I have a legacy firmware application that requires new functionality. The size of the application was already near the limited flash capacity of the device and the few new functions and variables pushed it over the edge. Turning on compiler optimization does the trick, but the customer is wary of doing so because they have caused failures in the past. So, what are some common things to look for when refactoring C code to produce smaller output?
Refactoring out duplicate code should have the biggest impact on your program's memory footprint.
- Use generation functions instead of data tables where possible
- Disable inline functions
- Turn frequently used macros into functions
- Reduce resolution for variables larger than the native machine size (ie, 8 bit micro, try to get rid of 16 and 32 bit variables - doubles and quadruples some code sequences)
- If the micro has a smaller instruction set (Arm thumb) enable it in the compiler
- If the memory is segmented (ie, paged or nonlinear) then
- Rearrange code so that fewer global calls (larger call instructions) need to be used
- Rearrange code and variable usage to eliminate global memory calls
- Re-evaluate global memory usage - if it can be placed on the stack then so much the better
- Make sure you're compiling with debug turned off - on some processors it makes a big difference
- Compress data that can't be generated on the fly - then decompress into ram at startup for fast access
- Delve into the compiler options - it may be that every call is automatically global, but you might be able to safely disable that on a file by file basis to reduce size (sometimes significantly)
If you still need more space than with compile with optimizations
turned on, then look at the generated assembly versus unoptimized code. Then re-write the code where the biggest changes took place so that the compiler generates the same optimizations based on tricky C re-writes with optimization turned off.
For instance, you may have several 'if' statements that make similar comparisons:
if(A && B && (C || D)){}
if(A && !B && (C || D)){}
if(!A && B && (C || D)){}
Then creating anew variable and making some comparisons in advance will save the compiler from duplicating code:
E = (C || D);
if(A && B && E){}
if(A && !B && E){}
if(!A && B && E){}
This is one of the optimizations the compiler does for you automatically if you turn it on. There are many, many others, and you might consider reading a bit of compiler theory if you want to learn how to do this by hand in the C code.
Pay attention to macros. They can produce a lot of code from just one macro expansion. If you find such macros - try to rewrite them so that their size is minimized and functionality is moved to functions.
Pay attention to duplicate code - both copy-pasted and logically duplicate. Try to separate duplicate code into functions.
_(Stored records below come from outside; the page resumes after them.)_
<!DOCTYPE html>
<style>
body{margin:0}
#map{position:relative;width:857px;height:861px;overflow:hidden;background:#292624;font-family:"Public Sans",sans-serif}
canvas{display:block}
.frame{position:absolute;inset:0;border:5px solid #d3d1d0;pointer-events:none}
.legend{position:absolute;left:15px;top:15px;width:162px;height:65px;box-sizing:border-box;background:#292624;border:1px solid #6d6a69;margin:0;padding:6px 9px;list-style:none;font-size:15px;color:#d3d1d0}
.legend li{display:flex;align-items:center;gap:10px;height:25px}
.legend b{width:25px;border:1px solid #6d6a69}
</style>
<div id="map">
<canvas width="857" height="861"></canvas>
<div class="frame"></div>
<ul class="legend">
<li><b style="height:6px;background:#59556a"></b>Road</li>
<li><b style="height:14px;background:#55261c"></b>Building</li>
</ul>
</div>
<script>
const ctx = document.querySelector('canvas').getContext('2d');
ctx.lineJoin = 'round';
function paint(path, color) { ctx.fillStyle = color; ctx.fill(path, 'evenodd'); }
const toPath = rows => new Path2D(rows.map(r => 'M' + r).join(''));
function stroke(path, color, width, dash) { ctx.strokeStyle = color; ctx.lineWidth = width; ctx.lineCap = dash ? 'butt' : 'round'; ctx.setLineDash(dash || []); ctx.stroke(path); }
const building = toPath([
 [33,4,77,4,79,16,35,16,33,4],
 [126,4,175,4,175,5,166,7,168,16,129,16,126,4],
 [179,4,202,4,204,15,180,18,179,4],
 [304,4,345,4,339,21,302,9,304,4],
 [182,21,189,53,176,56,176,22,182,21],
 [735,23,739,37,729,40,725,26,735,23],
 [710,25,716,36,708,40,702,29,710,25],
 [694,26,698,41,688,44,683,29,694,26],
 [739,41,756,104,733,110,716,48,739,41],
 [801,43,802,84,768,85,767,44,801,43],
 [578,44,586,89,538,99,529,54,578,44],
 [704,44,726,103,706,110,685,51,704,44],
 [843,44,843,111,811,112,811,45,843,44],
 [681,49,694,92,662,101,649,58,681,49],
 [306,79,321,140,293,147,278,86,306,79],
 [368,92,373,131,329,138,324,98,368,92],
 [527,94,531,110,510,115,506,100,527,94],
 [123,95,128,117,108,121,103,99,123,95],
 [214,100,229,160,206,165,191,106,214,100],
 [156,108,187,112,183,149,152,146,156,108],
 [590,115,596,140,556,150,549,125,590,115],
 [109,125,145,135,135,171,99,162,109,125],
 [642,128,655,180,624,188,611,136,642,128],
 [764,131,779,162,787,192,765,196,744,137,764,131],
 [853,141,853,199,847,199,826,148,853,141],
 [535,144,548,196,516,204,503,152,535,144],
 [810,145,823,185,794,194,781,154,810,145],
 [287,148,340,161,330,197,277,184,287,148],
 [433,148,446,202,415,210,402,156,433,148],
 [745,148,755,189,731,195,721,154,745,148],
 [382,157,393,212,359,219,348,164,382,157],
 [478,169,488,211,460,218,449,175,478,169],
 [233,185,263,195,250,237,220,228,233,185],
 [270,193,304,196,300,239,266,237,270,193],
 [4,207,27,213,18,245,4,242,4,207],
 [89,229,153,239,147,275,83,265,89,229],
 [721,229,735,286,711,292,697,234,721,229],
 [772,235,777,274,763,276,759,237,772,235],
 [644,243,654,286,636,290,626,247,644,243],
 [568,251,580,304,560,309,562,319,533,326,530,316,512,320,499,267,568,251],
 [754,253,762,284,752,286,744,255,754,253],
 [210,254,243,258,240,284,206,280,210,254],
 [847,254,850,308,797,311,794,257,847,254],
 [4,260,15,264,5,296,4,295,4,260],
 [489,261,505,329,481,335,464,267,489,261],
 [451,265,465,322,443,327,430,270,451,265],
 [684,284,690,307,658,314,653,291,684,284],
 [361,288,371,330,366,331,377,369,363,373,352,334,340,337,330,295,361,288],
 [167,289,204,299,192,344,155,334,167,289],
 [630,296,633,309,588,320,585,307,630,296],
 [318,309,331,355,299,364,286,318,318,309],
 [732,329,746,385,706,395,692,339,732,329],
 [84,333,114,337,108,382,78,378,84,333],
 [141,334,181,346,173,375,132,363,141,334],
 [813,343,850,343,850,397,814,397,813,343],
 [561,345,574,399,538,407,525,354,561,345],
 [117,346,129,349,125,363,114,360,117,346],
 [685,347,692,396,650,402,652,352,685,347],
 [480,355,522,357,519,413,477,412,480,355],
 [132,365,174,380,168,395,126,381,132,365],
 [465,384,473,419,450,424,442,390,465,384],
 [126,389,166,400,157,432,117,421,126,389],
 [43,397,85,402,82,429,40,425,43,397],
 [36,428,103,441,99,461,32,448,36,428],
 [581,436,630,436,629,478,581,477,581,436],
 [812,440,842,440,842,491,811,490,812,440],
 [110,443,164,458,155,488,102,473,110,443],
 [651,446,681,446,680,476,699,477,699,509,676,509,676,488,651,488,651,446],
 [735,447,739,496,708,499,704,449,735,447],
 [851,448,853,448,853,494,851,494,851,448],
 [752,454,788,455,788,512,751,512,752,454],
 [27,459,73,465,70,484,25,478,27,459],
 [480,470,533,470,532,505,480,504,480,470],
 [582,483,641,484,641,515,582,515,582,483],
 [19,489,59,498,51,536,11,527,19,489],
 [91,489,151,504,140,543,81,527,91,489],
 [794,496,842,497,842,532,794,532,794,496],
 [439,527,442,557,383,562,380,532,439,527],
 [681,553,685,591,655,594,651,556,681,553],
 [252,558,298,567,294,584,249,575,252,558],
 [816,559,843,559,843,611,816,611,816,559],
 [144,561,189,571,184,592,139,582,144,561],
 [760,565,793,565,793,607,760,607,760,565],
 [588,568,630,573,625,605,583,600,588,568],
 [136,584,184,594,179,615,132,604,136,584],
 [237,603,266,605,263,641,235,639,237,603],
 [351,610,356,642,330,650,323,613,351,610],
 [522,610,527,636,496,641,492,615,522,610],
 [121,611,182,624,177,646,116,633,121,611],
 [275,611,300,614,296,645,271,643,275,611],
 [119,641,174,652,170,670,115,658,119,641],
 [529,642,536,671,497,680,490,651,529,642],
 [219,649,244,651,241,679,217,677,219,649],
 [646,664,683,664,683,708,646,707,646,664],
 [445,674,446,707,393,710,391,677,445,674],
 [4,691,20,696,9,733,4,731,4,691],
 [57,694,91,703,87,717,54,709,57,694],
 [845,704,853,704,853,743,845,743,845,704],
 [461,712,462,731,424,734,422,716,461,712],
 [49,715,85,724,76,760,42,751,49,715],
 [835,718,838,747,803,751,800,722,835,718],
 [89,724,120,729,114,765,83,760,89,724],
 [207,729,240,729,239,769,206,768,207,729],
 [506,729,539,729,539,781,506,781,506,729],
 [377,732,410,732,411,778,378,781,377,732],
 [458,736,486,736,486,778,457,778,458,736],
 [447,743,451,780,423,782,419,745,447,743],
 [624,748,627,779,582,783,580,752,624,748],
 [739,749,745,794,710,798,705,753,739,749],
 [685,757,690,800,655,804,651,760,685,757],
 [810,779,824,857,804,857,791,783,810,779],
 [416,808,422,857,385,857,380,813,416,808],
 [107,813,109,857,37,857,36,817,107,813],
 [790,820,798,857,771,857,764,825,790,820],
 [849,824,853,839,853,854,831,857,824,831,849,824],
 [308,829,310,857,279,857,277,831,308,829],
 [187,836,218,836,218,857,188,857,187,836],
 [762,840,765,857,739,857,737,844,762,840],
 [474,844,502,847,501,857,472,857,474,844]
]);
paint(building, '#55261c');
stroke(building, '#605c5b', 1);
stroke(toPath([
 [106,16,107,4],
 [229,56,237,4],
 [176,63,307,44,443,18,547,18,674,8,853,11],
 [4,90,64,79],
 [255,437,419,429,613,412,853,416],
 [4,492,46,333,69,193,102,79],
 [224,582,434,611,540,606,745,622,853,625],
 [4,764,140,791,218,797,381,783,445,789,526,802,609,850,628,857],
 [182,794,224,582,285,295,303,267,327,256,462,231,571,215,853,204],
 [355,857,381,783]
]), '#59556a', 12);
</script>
Check whether the compiler supports inlining and it could be turned off.
Compiler optimisation that triggers bug ? That's strange. Get a map of your program, and see if you should target data or code. Look for duplicated code. Look for code with similar goal. One example of it is the busybox code, which aims for small memory footprint.
It is favoring size over readability, so it sometimes get quite ugly, with gotos and so on.
Generally: make use of your linker map or tools to figure out what your largest/most numerous symbols are, and then possibly take a look at them using a disassembler. You'd be surprised at what you find this way.
With a bit of perl or the like, you can make short work of a .xMAP file or the results of "objdump" or "nm", and re-sort it various ways for pertinent info.
Specific to small instruction sets: Watch for literal pool usage. While changing from e.g. the ARM (32 bits per instruction) instruction set to the THUMB (16 bits per instruction) instruction set can be useful on some ARM processors, it reduces the size of the "immediate" field.
Suddenly something that would be a direct load from a global or static becomes very indirect; it must first load the address of the global/static into a register, then load from that, rather than just encoding the address directly in the instruction. So you get a few extra instructions and an extra entry in the literal pool for something that normally would have been one instruction.
A strategy to fight this is to group globals and statics together into structures; this way you only store one literal (the address of your global structure) and compute offsets from that, rather than storing many different literals when you're accessing multiple statics/globals.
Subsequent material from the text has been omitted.